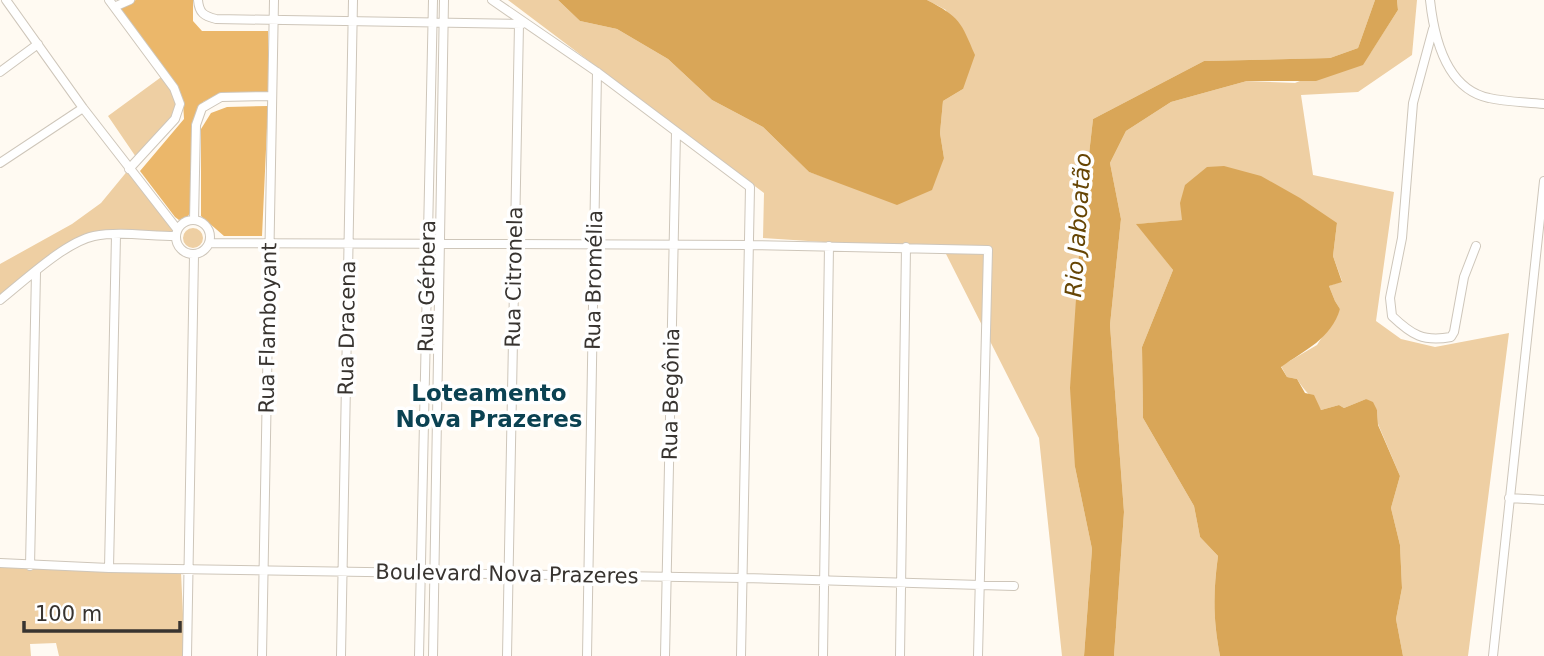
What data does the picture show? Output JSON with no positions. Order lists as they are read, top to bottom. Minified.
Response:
{"streets":{"street":["Rua Citronela","Rua Bromélia","Rua Gérbera","Rua Flamboyant","Rua Dracena","Rua Begônia","Boulevard Nova Prazeres"]},"crossings":[["Rua Citronela","Boulevard Nova Prazeres"],["Rua Bromélia","Boulevard Nova Prazeres"],["Rua Gérbera","Boulevard Nova Prazeres"],["Rua Flamboyant","Boulevard Nova Prazeres"],["Rua Dracena","Boulevard Nova Prazeres"],["Rua Begônia","Boulevard Nova Prazeres"]],"districts":["Loteamento Nova Prazeres"],"water":["Rio Jaboatão"],"scale_bar":"100 m"}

*INSTRUCTIONS TO FOLLOW*. Give back the material word for word, without images.

*SOLUTION*.
What data does the picture show? Output JSON with no positions. Order lists as they are read, top to bottom. Minified.
Response:
{"streets":{"street":["Rua Citronela","Rua Bromélia","Rua Gérbera","Rua Flamboyant","Rua Dracena","Rua Begônia","Boulevard Nova Prazeres"]},"crossings":[["Rua Citronela","Boulevard Nova Prazeres"],["Rua Bromélia","Boulevard Nova Prazeres"],["Rua Gérbera","Boulevard Nova Prazeres"],["Rua Flamboyant","Boulevard Nova Prazeres"],["Rua Dracena","Boulevard Nova Prazeres"],["Rua Begônia","Boulevard Nova Prazeres"]],"districts":["Loteamento Nova Prazeres"],"water":["Rio Jaboatão"],"scale_bar":"100 m"}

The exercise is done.